Napkin Problem 10: MySQL transactions per second vs fsyncs per second

Jul 2020

This is an edition of the Napkin Math newsletter, where you'll receive an occassional problem to practise your order-of-magnitude calculations. You can subscribe through email.

Napkin friends, from near and far, it’s time for another napkin problem!

Since the beginning of this newsletter I’ve posed problems for you to try to answer. Then in the next month’s edition, you hear my answer. Talking with a few of you, it seems many of you read these as posts regardless of their problem-answer format.

That’s why I’ve decided to experiment with a simpler format: posts where I both present a problem and solution in one go. This one will be long, since it’ll include an answer to last month’s.

Hope you enjoy this format! As always, you are encouraged to reach out with feedback.

Problem 10: Is MySQL’s maximum transactions per second equivalent to fsyncs per second?

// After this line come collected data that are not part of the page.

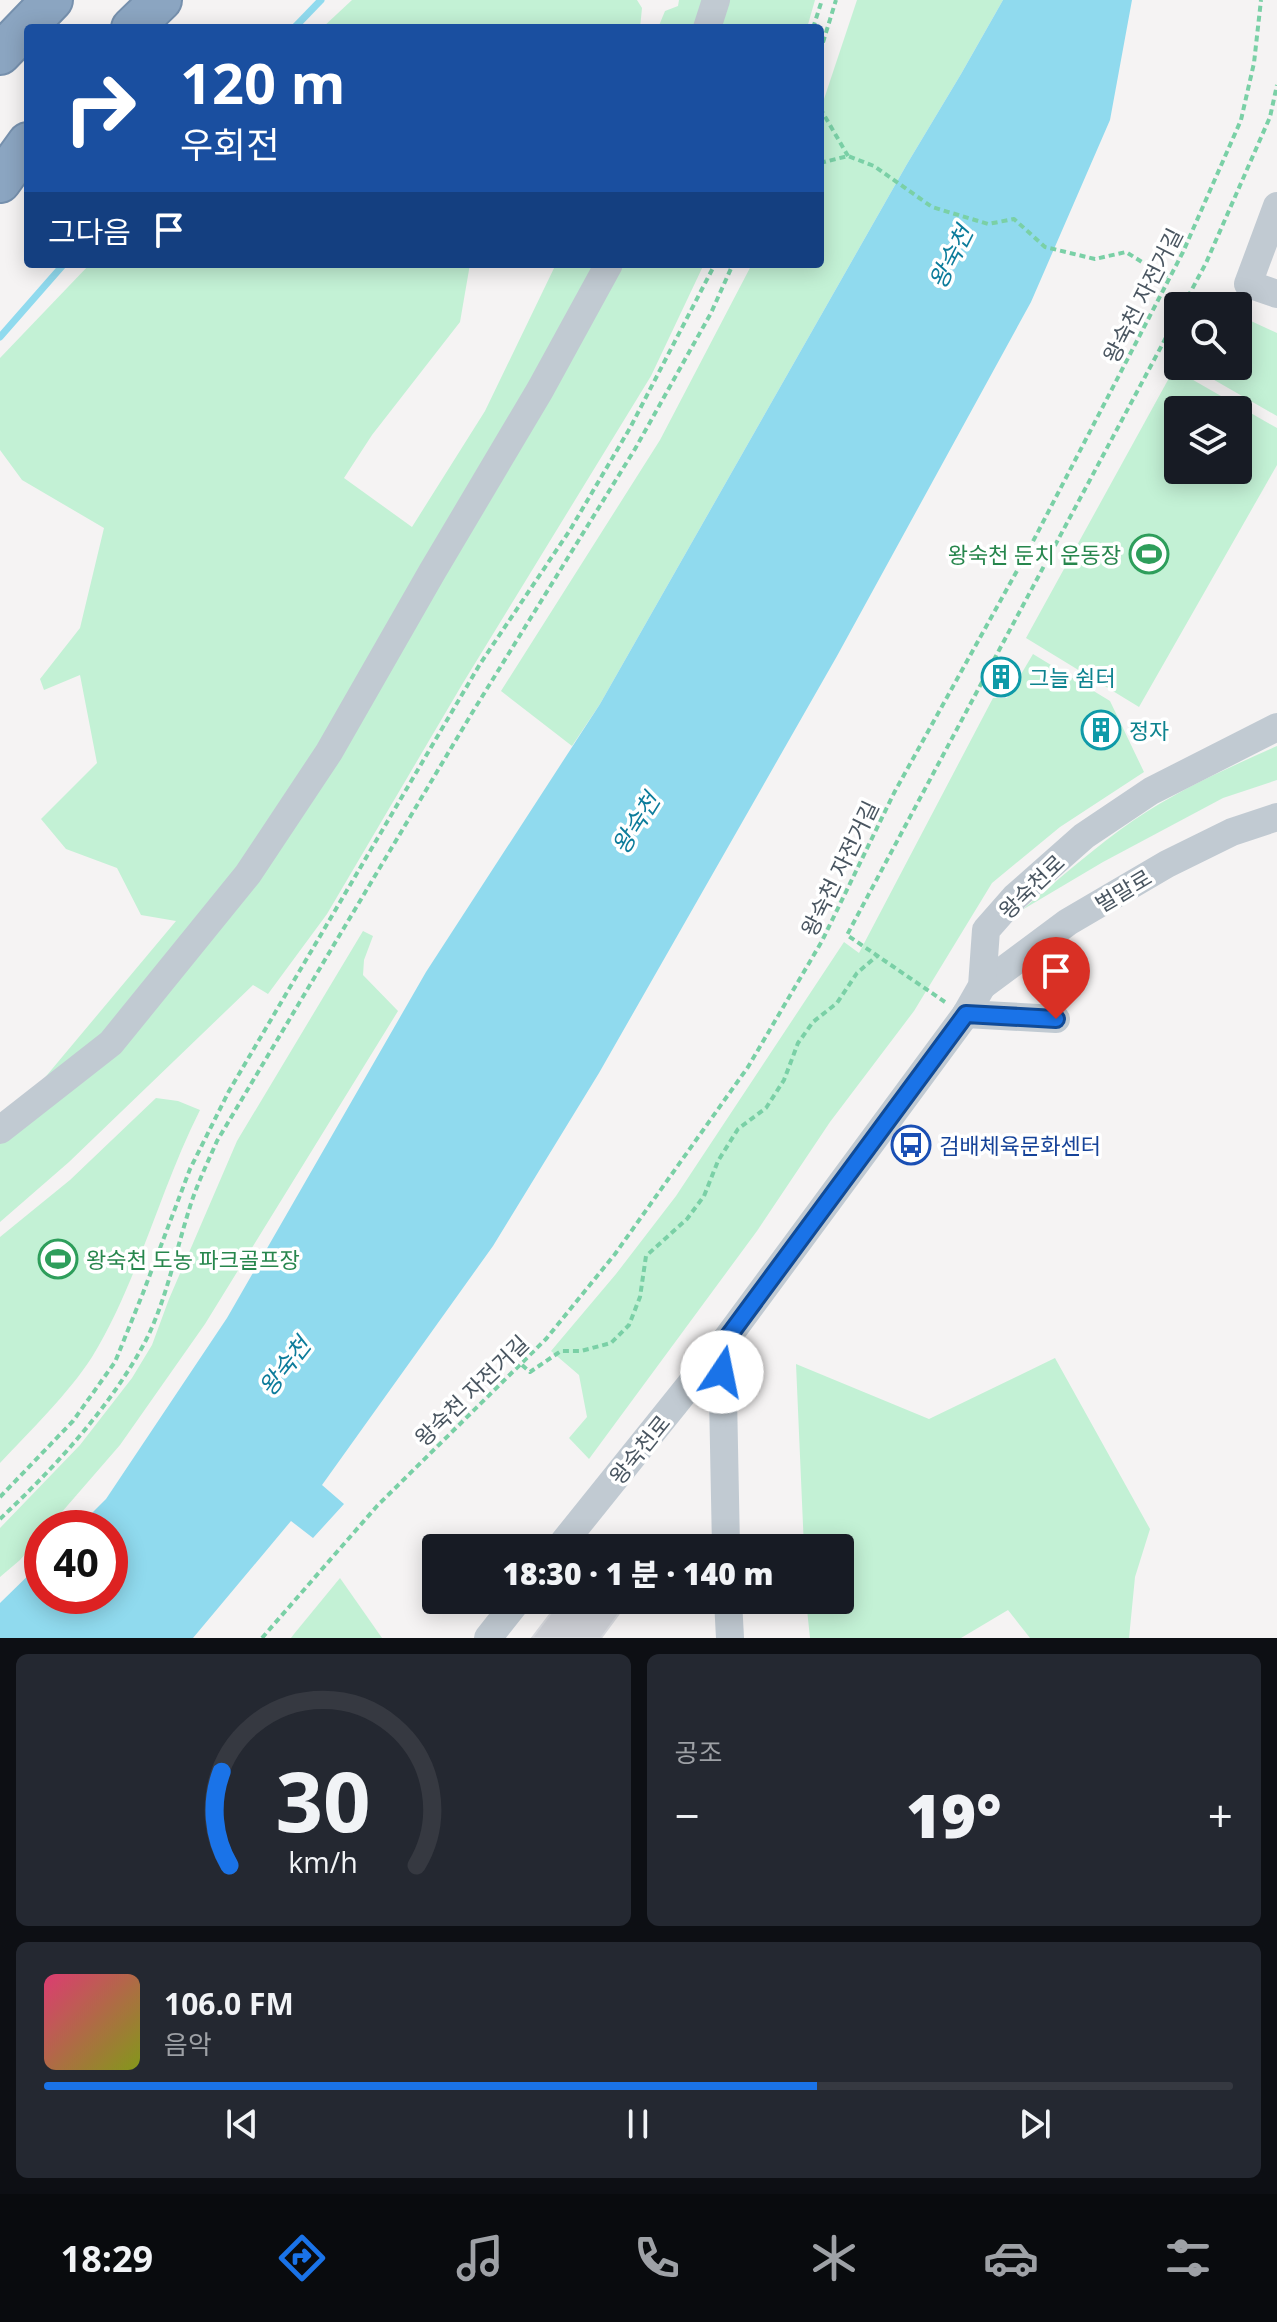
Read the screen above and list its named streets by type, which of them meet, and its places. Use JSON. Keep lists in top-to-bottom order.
{
  "streets": {
    "street": ["왕숙천로", "벌말로"],
    "path": ["왕숙천 자전거길"]
  },
  "crossings": [
    ["왕숙천로", "벌말로"]
  ],
  "water": ["왕숙천"],
  "places": {
    "sports": ["왕숙천 둔치 운동장", "왕숙천 도농 파크골프장"],
    "building": ["그늘 쉼터", "정자"],
    "bus stop": ["검배체육문화센터"]
  },
  "page": {
    "turn": ["120 m", "우회전"],
    "then": "그다음",
    "limit": "40",
    "trip": "18:30 · 1 분 · 140 m",
    "tile": "공조",
    "heat": ["−", "19°", "+"],
    "song": ["106.0 FM", "음악"],
    "tabs": "18:29",
    "gauge": ["30", "km/h"]
  }
}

How many transactions (‘writes’) per second is MySQL capable of?

A naive model of how a write (a SQL insert/update/delete) to an ACID-compliant database like MySQL works might be the following (this applies equally to Postgres, or any other relational/ACID-compliant databases, but we’ll proceed to work with MySQL as it’s the one I know best):

  1. Client sends query to MySQL over an existing connection: INSERT INTO products (name, price) VALUES ('Sneaker', 100)
  2. MySQL inserts the new record to the write-ahead-log (WAL) and calls fsync(2) to tell the operating system to tell the filesystem to tell the disk to make sure that this data is for sure, pinky-swear committed to the disk. This step, being the most complex, is depicted below.
  3. MySQL inserts the record into an in-memory page in the backing storage engine (InnoDB) so the record will be visible to subsequent queries. Why commit to the storage engine and the WAL? The storage engine is optimized for serving query results the data, and the WAL for writing it in a safe manner – we can’t serve a SELECT efficiently from the WAL!
  4. MySQL returns OK to the client.
  5. MySQL eventually calls fsync(2) to ensure InnoDB commits the page to disk.

Napkin_10

In the event of power-loss at any of these points, the behaviour can be defined without nasty surprises, upholding our dear ACID-compliance.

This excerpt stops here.